━━━ LISTED RECORDS ━━━
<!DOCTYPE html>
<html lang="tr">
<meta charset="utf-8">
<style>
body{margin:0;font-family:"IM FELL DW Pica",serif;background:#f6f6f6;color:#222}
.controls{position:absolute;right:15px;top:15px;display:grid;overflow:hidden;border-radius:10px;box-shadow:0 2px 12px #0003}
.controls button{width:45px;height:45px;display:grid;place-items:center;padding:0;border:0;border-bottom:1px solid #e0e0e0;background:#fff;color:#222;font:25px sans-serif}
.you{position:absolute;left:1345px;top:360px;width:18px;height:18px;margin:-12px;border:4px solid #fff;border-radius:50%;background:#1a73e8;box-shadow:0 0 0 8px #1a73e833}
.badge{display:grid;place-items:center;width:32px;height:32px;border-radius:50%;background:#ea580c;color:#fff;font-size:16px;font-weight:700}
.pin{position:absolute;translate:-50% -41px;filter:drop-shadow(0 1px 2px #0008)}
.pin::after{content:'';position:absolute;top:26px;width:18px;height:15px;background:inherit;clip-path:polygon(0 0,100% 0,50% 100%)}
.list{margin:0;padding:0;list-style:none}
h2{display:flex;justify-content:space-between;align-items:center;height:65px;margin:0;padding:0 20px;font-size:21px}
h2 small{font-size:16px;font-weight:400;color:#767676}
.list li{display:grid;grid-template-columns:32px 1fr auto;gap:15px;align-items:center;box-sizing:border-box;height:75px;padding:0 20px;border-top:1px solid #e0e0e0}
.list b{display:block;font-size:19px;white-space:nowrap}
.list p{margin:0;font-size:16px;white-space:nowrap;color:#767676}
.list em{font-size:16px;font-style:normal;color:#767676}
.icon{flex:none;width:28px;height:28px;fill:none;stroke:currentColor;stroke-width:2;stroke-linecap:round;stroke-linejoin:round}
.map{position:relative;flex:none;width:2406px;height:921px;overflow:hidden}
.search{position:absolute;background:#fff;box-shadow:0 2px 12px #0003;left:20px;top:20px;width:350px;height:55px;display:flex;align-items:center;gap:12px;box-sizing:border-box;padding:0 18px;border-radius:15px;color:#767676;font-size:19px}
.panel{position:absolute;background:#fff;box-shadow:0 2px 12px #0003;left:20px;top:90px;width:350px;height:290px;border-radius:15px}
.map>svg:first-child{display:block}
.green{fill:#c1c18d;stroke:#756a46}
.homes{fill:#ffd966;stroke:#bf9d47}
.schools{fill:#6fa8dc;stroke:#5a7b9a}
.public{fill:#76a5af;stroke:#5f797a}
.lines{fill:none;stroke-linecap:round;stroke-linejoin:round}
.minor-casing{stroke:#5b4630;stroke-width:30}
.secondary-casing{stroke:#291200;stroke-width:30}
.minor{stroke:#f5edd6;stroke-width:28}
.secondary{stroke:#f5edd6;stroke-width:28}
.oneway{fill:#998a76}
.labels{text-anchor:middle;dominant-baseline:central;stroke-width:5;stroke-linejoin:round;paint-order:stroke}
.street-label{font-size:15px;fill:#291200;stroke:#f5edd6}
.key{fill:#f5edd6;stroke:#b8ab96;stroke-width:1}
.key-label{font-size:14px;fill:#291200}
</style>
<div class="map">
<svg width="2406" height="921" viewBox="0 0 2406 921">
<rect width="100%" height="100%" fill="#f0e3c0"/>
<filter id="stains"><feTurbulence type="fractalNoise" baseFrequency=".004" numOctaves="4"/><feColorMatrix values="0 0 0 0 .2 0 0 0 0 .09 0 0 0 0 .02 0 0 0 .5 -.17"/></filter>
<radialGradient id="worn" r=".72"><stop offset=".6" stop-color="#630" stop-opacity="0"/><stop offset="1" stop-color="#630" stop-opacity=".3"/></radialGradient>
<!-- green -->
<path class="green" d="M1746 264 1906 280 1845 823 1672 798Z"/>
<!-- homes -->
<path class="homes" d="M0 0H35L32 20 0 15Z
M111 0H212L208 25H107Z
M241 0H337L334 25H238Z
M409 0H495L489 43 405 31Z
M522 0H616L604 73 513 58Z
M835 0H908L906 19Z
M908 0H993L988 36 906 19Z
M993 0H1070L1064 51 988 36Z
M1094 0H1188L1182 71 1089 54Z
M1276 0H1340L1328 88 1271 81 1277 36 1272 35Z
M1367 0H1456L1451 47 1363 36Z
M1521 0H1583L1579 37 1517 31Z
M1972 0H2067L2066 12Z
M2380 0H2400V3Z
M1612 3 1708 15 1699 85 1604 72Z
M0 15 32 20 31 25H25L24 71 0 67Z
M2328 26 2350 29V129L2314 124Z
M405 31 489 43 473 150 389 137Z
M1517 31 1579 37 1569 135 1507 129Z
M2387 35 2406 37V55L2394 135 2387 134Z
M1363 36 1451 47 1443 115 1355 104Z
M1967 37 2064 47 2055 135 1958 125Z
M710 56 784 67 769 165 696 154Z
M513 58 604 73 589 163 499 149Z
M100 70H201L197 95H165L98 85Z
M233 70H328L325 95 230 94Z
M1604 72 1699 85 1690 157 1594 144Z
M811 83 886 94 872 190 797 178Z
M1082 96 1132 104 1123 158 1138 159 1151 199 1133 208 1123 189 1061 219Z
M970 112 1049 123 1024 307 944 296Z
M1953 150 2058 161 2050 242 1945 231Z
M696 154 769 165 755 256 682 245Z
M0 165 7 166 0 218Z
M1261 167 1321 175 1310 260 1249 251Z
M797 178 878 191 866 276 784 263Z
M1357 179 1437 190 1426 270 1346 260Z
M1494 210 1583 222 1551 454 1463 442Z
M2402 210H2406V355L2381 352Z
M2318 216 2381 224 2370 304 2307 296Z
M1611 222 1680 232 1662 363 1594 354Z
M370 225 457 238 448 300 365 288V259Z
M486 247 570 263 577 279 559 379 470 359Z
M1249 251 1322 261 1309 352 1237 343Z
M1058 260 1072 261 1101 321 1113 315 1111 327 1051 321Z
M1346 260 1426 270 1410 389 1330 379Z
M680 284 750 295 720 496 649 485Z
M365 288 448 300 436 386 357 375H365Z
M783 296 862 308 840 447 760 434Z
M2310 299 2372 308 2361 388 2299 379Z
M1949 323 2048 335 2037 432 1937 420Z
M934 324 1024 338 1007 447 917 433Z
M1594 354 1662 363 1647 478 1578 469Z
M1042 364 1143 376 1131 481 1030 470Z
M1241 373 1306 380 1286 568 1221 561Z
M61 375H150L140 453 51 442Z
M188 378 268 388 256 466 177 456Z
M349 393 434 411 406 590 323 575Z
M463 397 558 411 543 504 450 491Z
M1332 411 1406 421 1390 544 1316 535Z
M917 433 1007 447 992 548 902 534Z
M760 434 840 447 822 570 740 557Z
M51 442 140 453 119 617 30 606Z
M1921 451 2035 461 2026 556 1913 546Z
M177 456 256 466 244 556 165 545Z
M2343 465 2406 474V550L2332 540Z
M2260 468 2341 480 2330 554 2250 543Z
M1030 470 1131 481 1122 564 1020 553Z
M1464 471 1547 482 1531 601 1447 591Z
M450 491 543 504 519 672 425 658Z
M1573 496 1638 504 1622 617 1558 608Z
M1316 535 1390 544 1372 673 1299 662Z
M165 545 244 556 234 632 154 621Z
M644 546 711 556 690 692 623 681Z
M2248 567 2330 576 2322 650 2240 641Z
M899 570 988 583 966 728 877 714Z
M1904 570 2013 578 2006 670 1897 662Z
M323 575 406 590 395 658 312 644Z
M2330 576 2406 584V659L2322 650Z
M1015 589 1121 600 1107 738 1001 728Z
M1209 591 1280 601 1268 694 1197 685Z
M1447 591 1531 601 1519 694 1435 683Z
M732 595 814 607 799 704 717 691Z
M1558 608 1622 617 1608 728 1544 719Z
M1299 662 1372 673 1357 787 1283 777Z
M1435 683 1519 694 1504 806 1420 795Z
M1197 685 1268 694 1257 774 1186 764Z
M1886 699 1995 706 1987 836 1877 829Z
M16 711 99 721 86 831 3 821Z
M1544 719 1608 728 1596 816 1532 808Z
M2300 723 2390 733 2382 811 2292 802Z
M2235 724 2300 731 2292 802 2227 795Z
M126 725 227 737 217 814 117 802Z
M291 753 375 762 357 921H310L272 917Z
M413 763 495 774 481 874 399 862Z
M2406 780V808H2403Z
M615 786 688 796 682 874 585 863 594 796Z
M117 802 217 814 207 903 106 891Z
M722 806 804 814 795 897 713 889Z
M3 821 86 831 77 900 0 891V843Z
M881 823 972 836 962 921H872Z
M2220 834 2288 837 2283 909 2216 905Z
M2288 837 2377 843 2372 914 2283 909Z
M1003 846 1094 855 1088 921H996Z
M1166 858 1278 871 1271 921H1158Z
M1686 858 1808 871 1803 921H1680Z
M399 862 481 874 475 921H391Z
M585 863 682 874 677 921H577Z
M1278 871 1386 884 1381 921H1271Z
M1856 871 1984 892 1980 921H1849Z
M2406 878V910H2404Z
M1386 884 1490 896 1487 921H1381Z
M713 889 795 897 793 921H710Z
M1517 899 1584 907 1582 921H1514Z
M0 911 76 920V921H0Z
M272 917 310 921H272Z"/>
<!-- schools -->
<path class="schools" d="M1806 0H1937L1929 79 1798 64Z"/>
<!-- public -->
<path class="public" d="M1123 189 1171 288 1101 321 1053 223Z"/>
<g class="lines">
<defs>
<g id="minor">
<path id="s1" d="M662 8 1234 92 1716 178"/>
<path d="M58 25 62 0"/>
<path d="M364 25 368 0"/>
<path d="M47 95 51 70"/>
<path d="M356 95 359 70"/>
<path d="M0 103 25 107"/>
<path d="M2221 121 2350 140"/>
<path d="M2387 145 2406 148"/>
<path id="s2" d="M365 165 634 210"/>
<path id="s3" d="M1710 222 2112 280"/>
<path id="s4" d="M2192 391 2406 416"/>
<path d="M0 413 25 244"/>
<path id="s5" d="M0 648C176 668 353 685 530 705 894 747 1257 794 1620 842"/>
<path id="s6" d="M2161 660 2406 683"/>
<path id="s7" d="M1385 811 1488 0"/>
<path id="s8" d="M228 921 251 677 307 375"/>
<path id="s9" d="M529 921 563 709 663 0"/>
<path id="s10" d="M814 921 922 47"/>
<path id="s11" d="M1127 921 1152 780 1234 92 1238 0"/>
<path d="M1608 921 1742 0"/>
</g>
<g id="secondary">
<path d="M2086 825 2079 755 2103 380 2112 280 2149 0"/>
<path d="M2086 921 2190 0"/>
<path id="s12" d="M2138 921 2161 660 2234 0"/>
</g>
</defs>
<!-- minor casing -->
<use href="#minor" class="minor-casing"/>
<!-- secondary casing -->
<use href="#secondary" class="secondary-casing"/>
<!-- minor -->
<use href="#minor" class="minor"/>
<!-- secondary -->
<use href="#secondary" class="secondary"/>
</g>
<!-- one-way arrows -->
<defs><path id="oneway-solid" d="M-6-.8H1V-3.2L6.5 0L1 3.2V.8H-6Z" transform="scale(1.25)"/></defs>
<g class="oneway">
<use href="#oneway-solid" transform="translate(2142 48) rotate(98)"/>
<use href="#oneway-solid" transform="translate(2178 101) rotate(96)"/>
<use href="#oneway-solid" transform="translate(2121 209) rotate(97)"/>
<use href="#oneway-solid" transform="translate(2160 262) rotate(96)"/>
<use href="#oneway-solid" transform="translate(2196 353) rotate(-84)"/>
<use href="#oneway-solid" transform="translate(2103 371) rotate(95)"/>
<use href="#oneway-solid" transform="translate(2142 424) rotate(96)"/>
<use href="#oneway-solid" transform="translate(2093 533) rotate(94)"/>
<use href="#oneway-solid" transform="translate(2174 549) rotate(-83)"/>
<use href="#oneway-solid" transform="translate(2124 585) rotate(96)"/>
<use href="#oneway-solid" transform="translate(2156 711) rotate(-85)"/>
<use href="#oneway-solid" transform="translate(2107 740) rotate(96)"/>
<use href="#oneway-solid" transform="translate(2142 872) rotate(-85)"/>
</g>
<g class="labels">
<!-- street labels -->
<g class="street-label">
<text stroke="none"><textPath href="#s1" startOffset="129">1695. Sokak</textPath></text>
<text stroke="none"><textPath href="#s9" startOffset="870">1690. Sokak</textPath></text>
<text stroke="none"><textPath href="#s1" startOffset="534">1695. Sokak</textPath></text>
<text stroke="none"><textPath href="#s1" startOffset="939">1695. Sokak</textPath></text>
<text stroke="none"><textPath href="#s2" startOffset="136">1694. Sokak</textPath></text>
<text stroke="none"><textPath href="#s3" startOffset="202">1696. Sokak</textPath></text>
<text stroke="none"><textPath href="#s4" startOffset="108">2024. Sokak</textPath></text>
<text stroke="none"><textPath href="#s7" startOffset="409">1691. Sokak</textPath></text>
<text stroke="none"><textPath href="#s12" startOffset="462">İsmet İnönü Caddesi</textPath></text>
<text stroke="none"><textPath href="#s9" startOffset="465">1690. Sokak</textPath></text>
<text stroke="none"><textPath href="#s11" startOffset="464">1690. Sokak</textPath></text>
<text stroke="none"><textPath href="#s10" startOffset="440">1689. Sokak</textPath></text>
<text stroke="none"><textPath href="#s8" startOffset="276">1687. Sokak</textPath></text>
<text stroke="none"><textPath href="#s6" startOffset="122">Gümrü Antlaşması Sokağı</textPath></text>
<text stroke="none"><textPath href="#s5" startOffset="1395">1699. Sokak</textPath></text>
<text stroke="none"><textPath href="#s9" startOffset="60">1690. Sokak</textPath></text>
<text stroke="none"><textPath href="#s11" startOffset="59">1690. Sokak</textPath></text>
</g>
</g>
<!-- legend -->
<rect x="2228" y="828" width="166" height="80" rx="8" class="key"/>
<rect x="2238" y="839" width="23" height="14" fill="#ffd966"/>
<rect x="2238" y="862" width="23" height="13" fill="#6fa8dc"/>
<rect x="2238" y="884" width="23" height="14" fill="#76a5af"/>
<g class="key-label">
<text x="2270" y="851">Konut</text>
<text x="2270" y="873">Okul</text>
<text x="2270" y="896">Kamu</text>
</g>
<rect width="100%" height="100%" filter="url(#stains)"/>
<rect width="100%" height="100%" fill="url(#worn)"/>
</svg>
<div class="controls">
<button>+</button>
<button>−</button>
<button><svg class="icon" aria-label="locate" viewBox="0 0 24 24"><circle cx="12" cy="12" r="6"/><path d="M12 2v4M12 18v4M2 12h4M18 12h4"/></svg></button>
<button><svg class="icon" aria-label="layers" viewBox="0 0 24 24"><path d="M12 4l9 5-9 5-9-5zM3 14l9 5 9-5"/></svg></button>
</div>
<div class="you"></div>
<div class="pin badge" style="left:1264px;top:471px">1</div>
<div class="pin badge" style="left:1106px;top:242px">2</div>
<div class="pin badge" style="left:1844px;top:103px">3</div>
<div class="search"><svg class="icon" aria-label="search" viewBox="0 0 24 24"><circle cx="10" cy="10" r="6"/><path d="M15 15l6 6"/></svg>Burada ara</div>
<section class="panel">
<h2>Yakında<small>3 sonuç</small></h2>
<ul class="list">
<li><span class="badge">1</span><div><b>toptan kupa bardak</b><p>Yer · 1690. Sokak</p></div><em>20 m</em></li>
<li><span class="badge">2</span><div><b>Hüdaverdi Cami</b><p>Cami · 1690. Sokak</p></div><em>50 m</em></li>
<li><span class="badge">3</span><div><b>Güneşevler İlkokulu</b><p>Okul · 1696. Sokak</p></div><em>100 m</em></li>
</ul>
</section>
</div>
━━━
- **WHAT NEEDS TO BE DONE**:
Go through the listing above. Show each line where the word "labels" is found.

- **TASK RESULT**:
.labels{text-anchor:middle;dominant-baseline:central;stroke-width:5;stroke-linejoin:round;paint-order:stroke}
<g class="labels">
<!-- street labels -->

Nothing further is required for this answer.